This lecture taught me a lot, even new things I haven’t heard elsewhere like upper motor neuron lesion signs in same side as lesion. So if you had upper motor findings on both sides would that point to motor cortex?
Doctor I have an urgent question, and I hope you are available to reply. You have mentioned that there are few causes of mixed UMN and LMN lesions like ALS and spondylosis. Yet I have a question regarding any lesion that takes a great segment of the spinal cord for example transverse myelitis or brown sequard. Isn't it supposedly to cause both UMN and LMN lesion since both the descending corticospinal tracts, and the AHC are affected. I hope you clarify this point.

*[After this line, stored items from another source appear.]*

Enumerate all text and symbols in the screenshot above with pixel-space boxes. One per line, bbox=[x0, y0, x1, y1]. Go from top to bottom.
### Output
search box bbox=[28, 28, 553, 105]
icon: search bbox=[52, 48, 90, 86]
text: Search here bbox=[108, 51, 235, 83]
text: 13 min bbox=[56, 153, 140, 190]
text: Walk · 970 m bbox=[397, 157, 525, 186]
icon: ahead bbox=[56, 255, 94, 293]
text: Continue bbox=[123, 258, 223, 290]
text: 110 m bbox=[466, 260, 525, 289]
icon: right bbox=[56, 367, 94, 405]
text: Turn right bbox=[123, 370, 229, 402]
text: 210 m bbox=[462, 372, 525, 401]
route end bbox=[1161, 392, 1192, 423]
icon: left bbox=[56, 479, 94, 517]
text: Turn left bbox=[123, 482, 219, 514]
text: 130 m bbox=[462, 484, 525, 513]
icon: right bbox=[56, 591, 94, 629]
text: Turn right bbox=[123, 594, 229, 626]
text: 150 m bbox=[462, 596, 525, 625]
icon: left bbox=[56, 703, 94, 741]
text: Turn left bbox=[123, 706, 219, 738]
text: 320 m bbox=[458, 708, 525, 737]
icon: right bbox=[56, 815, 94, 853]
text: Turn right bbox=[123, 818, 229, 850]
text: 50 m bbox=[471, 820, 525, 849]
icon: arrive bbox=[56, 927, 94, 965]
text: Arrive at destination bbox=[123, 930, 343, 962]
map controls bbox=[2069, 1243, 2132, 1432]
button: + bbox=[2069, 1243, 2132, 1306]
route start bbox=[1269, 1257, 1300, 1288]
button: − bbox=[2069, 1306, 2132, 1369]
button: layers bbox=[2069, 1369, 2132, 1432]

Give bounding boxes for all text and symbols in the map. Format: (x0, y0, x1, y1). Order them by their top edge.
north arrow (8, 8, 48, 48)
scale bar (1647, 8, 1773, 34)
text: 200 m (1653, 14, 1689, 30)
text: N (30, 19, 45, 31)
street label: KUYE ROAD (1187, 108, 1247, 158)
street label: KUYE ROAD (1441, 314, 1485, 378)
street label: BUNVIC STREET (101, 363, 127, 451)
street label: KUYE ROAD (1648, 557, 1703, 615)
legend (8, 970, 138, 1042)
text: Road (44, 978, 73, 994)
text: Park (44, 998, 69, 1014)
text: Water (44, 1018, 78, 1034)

Thank you, I'm learning a lot from these lectures!
Timestamps for revision:
0:20 Pathways, 3:14 hemisection of the spinal cord / tracts, 15:56 diagram
1:15 Posterior collumns: sacral fibers medially, corticospinal + spinothalamic tracts: sacral laterally. Example 48:42
2:15 Thoracic cord: small ventral horns, distinctive intermediolateral cell collumn (preganglionic sympathetic fibers), clark's nucleus (relay nucleus for dorsal spinocerebellar tract), substantia gelatinosa (synapse/pain/temp).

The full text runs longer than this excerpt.